Con la pubblicazione, il 18 aprile, del dpcm 17 febbraio 2017 con cui si dà attuazione alla legge di bilancio 2017 (n. 232/2016) viene introdotto – a partire dai nati nel 2016 – il bonus da 1.000 euro per il pagamento delle rette del nido o per l’assistenza di bambini gravemente malati che non possono frequentare l’asilo. Il bonus sarà erogato mensilmente dall’Inps a seguito della presentazione della domanda per via telematica, tramite un pagamento diretto con cadenza mensile, al genitore richiedente, fino a concorrenza dell’importo massimo della quota parte mensile. Avverrà dietro presentazione da parte dello stesso genitore della documentazione attestante l’avvenuto pagamento della retta per la fruizione del servizio presso l’asilo nido pubblico, o privato autorizzato, prescelto. 
Il beneficio consiste in un buono annuo di mille euro, “parametrato per ogni anno di riferimento a undici mensilità, da corrispondere, in base alla domanda del genitore richiedente, per far fronte al pagamento della retta relativa alla frequenza di asili nido pubblici o asili nido privati autorizzati”, precisa il decreto.

 

Chi non ne ha diritto
Il bonus di mille euro introdotto quest’anno non può essere cumulato con il bonus baby sitter e asilo nido avviato nel 2016 e prorogato fino al 2018, per le mamme lavoratrici (autonome e dipendenti) che rinunciano al congedo parentale fruendo dell’importo di 600 euro erogato direttamente alla struttura o a mezzo di buoni lavoro, per coprire le spese dell’asilo o della babysitter.

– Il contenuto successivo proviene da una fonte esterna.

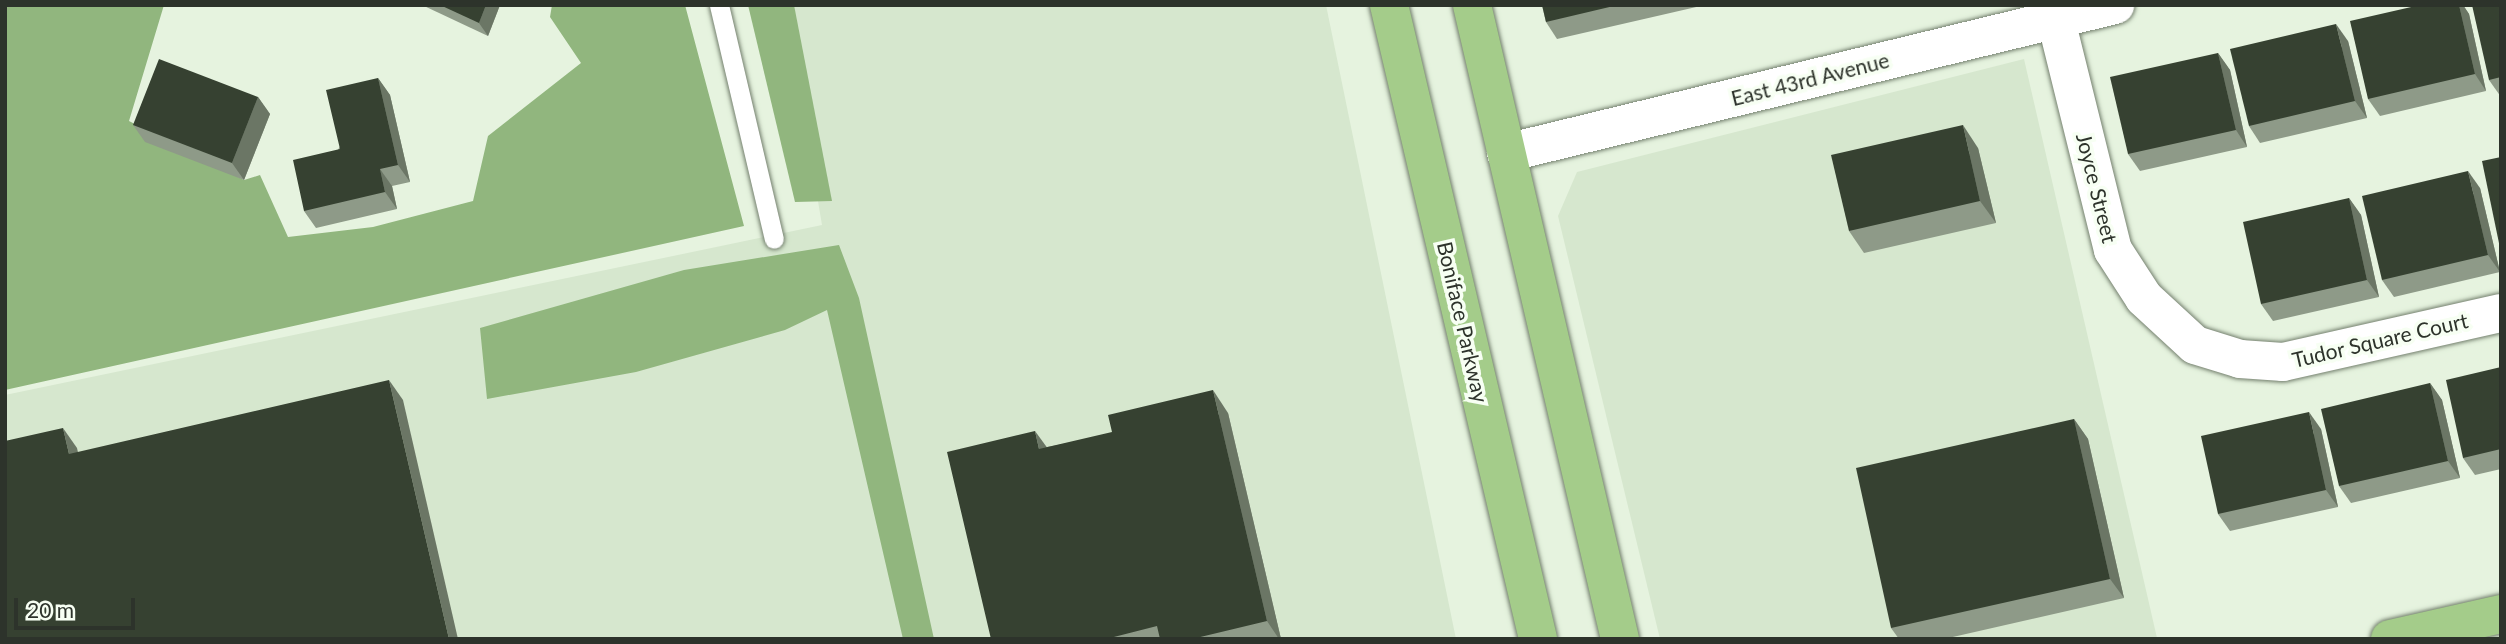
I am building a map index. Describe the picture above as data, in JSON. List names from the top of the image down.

Un contributo anche per i bambini al di sotto dei tre anni
Viene istituito anche un buono, per un importo massimo di mille euro annui, “per favorire l’introduzione di forme di supporto presso la propria abitazione in favore dei bambini al di sotto di tre anni impossibilitati a frequentare gli asili nido in quanto affetti da gravi patologie croniche”. Il contributo è corrisposto dall’Inps “direttamente al genitore richiedente dietro presentazione da parte di quest’ultimo di un’attestazione rilasciata dal pediatra di libera scelta, sulla scorta di idonea documentazione, che attesti, per l’intero anno di riferimento, l’impossibilità del bambino di frequentare gli asili nido in ragione di una grave patologia cronica”.

 

La copertura finanziaria e i requisiti
I benefici sono riconosciuti nel limite massimo complessivo di 144 milioni di euro per l’anno 2017, di 250 milioni di euro per l’anno 2018, di 300 milioni di euro per l’anno 2019 e di 330 milioni di euro annui a decorrere dal 2020. Il genitore richiedente deve essere in possesso dei seguenti requisiti: a) cittadinanza italiana, oppure di uno Stato membro dell’Unione europea oppure, in caso di cittadino di Stato extracomunitario, permesso di soggiorno Ue per soggiornanti di lungo periodo; b) residenza in Italia.

 

I tempi di presentazione della domanda
Per ciascun anno, a decorrere dall’anno 2017, le domande possono essere presentate entro il 31 dicembre e il beneficio è erogato nel limite di spesa indicato, secondo l’ordine di presentazione telematica delle domande. In ogni caso, qualora, a seguito delle domande presentate, sia stato raggiunto, anche in via prospettica, il limite di spesa, l’Inps non prende in considerazione ulteriori domande.
L’Inps provvede entro trenta giorni dalla data di pubblicazione nella Gazzetta Ufficiale del decreto alla pubblicazione di apposite istruzioni operative, sul proprio sito istituzionale, concernenti l’accesso ai benefici.